## Task goal
From the material beneath, pull every line with the word "Instruction".

## Available records
--------------------------------

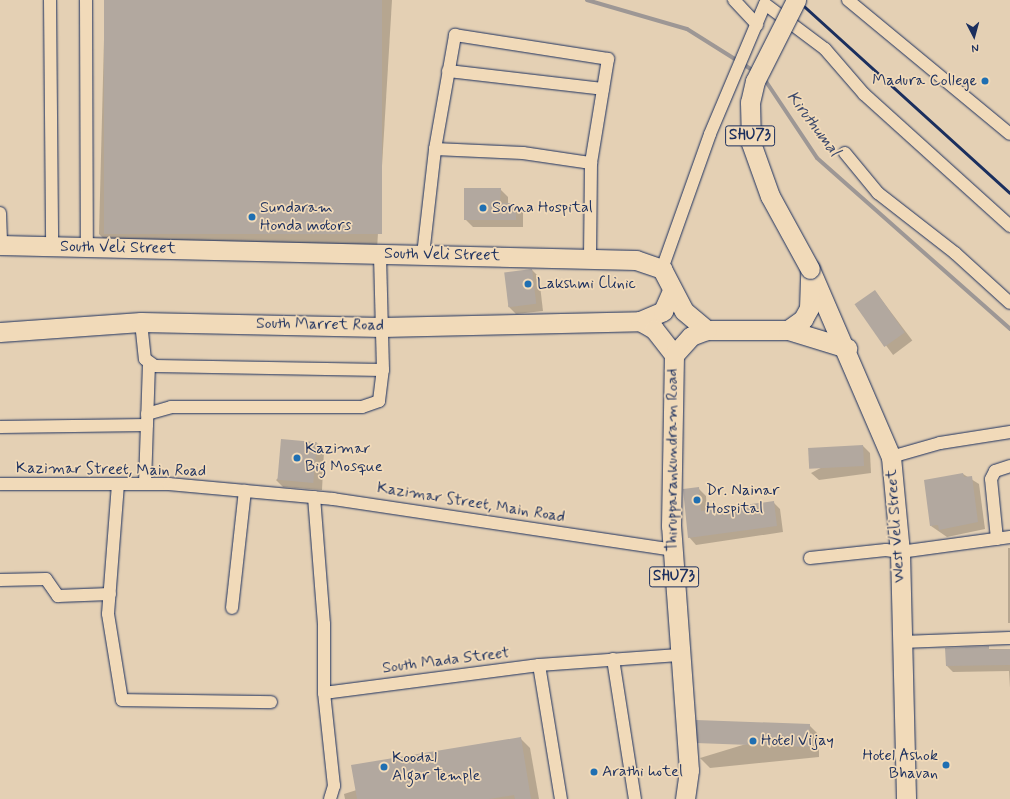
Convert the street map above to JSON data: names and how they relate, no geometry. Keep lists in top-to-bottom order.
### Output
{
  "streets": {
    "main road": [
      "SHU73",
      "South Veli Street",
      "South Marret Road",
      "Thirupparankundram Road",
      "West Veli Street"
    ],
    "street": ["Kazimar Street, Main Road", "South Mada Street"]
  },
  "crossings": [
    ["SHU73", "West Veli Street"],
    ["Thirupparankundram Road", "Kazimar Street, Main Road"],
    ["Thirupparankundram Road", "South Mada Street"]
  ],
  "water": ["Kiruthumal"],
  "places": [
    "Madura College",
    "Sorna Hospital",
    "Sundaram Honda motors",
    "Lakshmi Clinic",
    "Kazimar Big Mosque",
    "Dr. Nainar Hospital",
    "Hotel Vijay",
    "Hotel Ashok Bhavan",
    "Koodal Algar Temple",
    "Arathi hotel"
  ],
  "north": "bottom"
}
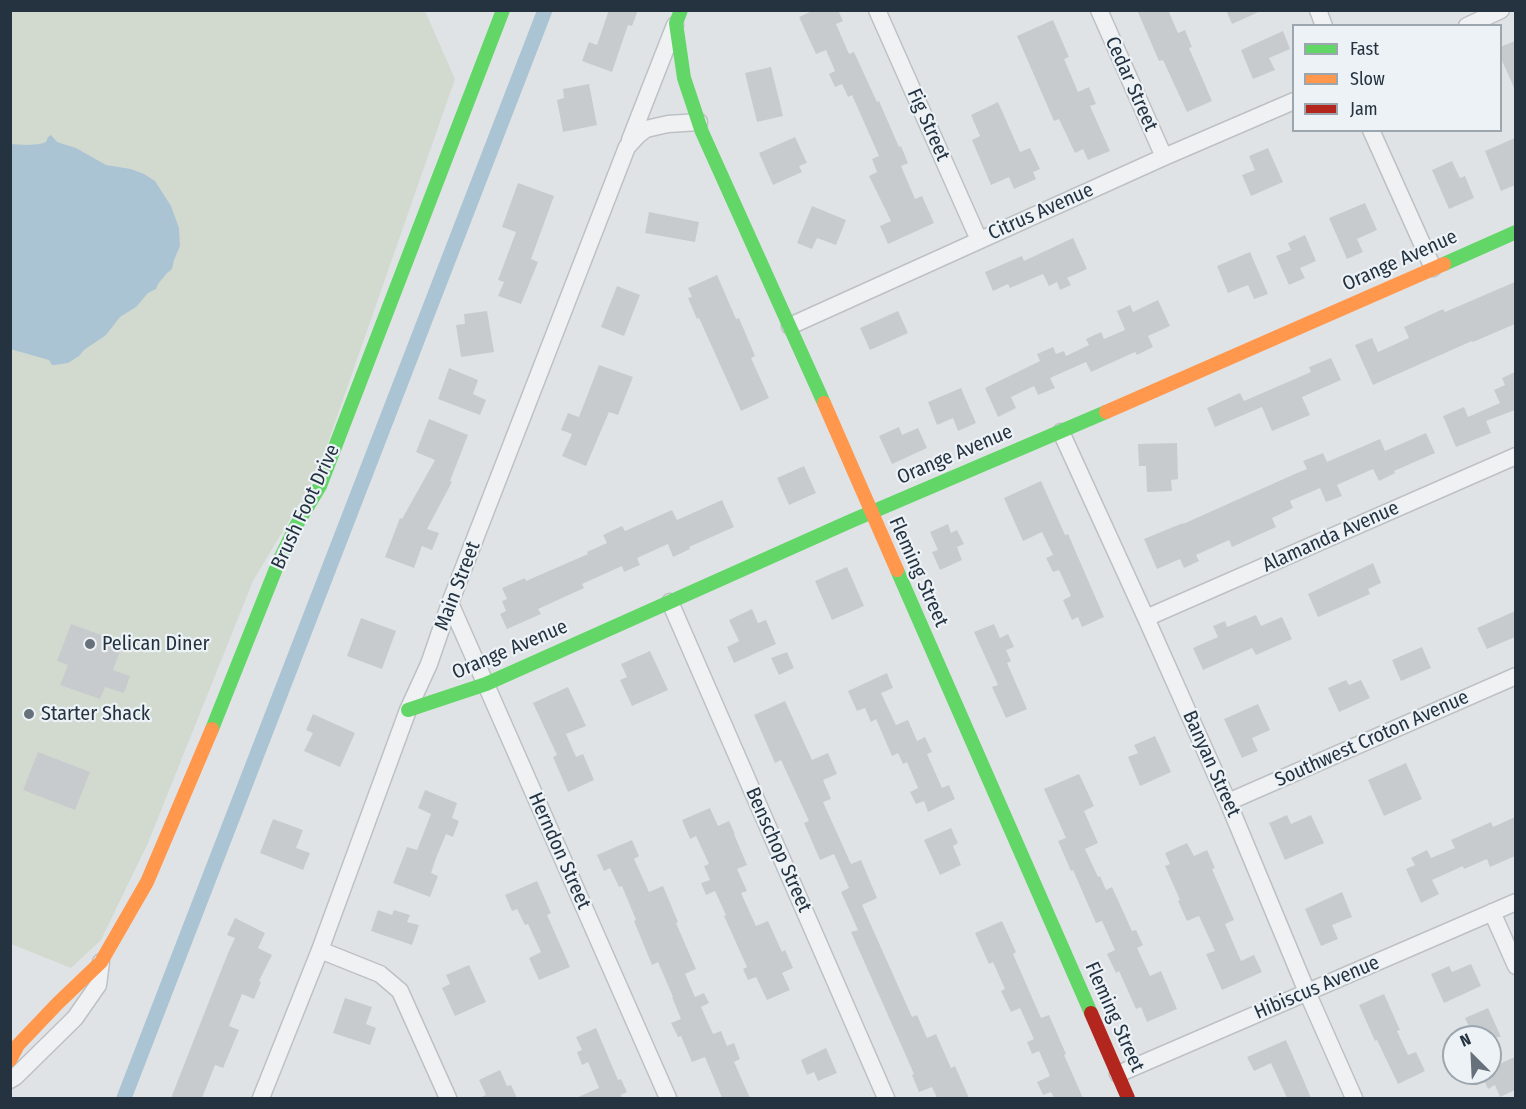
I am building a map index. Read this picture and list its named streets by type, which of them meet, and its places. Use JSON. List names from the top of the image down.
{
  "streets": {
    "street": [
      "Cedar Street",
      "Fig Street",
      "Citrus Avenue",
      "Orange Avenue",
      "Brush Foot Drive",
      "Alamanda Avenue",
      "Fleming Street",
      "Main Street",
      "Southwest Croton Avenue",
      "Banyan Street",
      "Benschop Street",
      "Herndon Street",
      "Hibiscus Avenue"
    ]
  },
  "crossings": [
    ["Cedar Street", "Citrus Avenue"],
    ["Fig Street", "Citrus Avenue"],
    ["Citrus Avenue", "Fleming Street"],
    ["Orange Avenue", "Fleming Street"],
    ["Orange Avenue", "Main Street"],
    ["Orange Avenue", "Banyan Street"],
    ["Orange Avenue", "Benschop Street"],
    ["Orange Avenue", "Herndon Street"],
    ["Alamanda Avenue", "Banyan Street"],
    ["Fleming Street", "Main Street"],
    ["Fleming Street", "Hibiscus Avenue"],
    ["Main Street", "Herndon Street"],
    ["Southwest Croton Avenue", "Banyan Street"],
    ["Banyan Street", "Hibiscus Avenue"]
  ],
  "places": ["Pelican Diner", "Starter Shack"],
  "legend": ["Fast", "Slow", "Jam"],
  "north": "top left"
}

--------------------------------

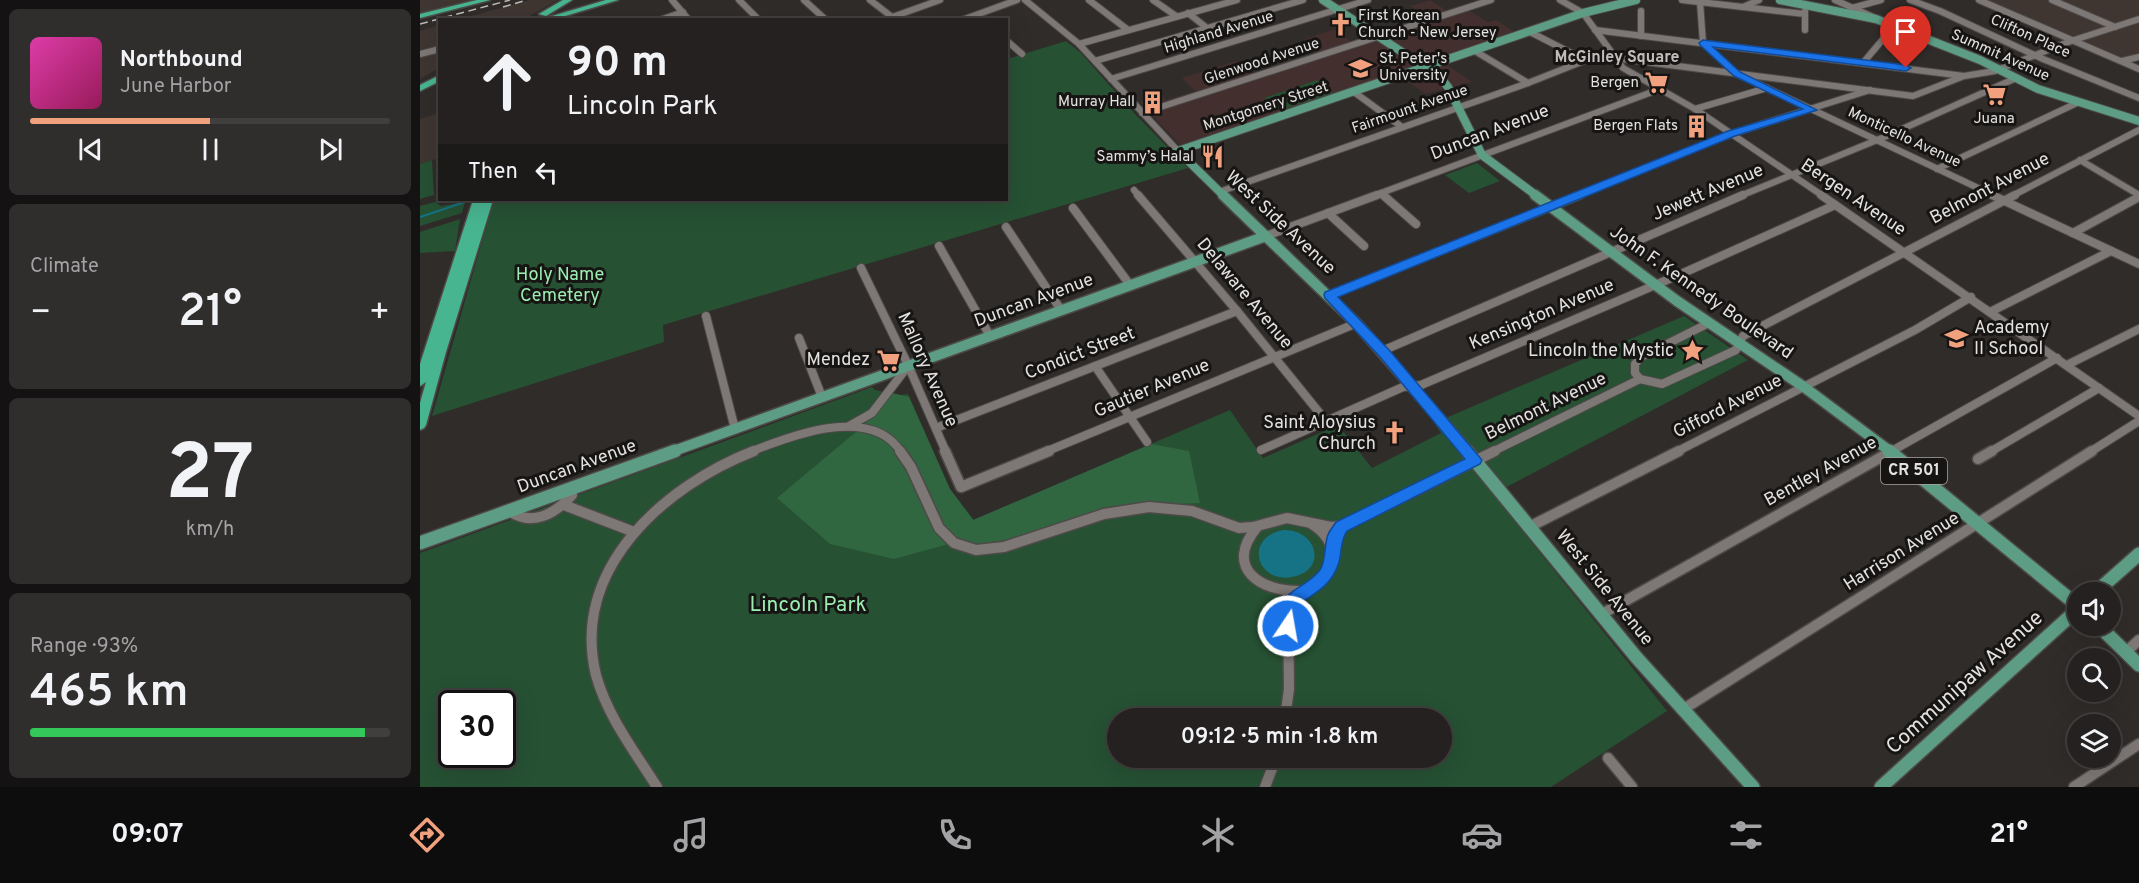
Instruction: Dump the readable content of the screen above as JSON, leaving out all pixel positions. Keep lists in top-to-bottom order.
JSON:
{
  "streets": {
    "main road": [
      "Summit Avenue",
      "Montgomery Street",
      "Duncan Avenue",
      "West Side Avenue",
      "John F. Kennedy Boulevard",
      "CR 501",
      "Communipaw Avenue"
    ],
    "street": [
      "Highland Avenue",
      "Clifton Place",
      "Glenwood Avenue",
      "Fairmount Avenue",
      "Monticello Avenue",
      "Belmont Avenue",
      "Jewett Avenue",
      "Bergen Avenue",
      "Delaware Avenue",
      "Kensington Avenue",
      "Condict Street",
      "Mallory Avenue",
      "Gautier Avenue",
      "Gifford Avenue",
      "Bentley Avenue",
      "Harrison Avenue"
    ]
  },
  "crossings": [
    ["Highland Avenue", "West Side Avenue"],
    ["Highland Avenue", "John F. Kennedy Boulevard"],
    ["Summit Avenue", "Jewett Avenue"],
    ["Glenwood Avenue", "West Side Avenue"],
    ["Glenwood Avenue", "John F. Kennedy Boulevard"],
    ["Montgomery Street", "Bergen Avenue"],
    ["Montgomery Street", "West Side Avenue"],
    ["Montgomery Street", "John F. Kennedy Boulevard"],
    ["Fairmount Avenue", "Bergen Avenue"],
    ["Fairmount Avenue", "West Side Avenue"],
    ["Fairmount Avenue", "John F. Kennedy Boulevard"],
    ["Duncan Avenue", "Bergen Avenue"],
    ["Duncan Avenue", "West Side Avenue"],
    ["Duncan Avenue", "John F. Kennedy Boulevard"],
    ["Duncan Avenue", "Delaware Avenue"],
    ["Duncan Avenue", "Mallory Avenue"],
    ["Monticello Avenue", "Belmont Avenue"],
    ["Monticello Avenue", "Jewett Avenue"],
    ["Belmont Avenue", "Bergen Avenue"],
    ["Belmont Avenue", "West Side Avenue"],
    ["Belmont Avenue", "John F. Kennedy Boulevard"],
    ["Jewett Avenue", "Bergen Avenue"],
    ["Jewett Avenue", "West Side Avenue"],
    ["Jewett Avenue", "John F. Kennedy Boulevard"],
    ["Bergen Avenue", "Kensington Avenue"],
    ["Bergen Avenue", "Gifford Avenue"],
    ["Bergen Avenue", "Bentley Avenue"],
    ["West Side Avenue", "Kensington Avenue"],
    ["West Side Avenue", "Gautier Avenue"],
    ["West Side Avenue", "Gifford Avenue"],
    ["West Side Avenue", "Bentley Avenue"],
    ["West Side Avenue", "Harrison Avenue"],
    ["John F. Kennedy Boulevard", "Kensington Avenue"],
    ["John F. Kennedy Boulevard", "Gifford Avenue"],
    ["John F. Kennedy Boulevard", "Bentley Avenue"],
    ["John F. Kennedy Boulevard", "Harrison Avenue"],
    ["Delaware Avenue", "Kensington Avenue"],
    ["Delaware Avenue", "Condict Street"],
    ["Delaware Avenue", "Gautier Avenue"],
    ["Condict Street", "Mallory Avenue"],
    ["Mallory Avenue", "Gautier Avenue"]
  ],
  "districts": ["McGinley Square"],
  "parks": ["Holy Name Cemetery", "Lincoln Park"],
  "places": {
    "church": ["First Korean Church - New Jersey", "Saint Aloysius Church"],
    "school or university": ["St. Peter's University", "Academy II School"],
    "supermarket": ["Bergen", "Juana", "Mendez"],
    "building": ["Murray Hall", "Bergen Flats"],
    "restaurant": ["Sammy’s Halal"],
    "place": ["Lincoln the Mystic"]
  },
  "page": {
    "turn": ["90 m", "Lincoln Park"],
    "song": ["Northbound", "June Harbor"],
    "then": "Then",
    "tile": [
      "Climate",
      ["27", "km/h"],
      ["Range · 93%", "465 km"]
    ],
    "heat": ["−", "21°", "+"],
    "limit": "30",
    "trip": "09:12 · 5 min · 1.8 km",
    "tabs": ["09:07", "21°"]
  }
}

--------------------------------

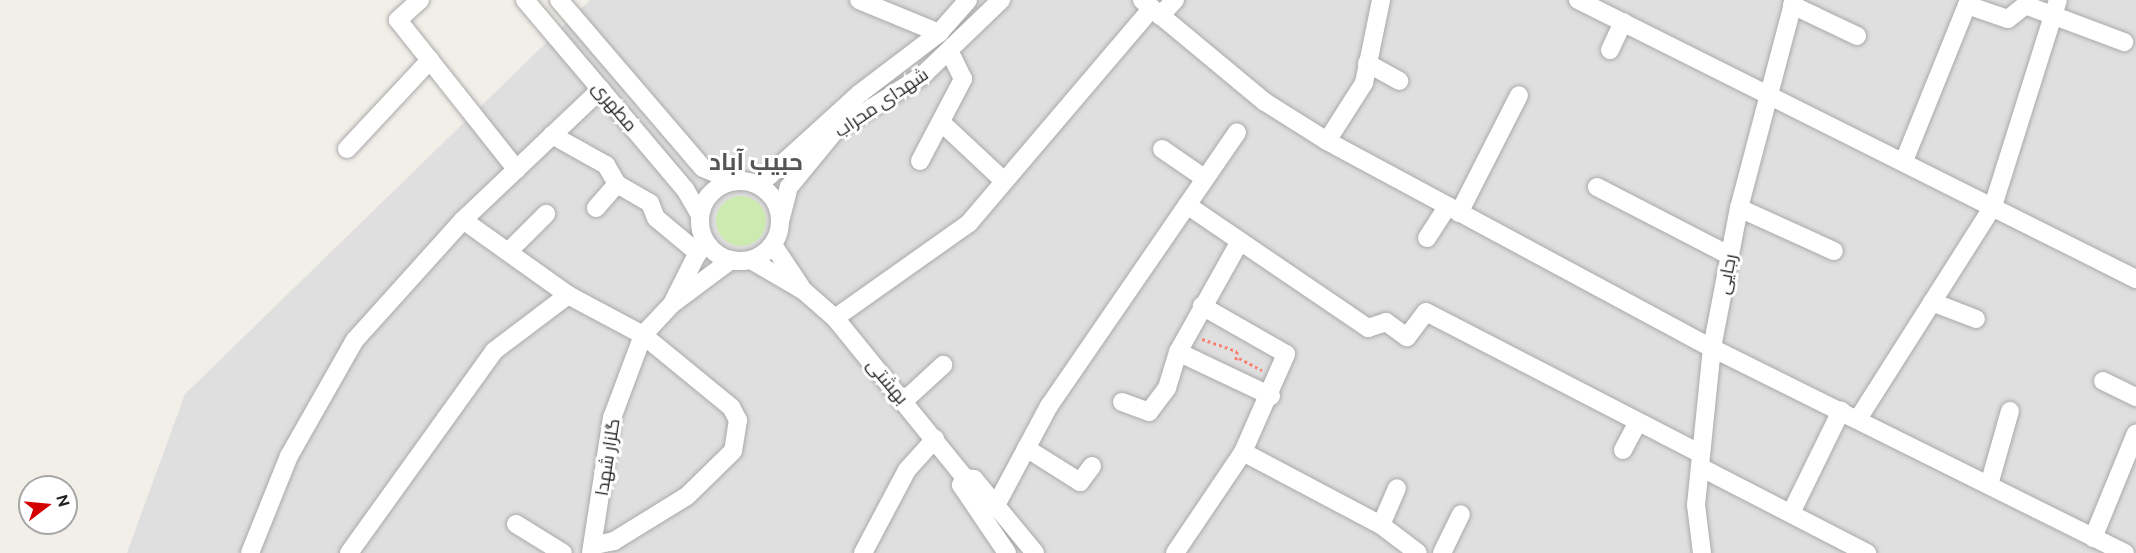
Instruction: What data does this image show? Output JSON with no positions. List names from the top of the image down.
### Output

--------------------------------

## The answer
Instruction: Dump the readable content of the screen above as JSON, leaving out all pixel positions. Keep lists in top-to-bottom order.
Instruction: What data does this image show? Output JSON with no positions. List names from the top of the image down.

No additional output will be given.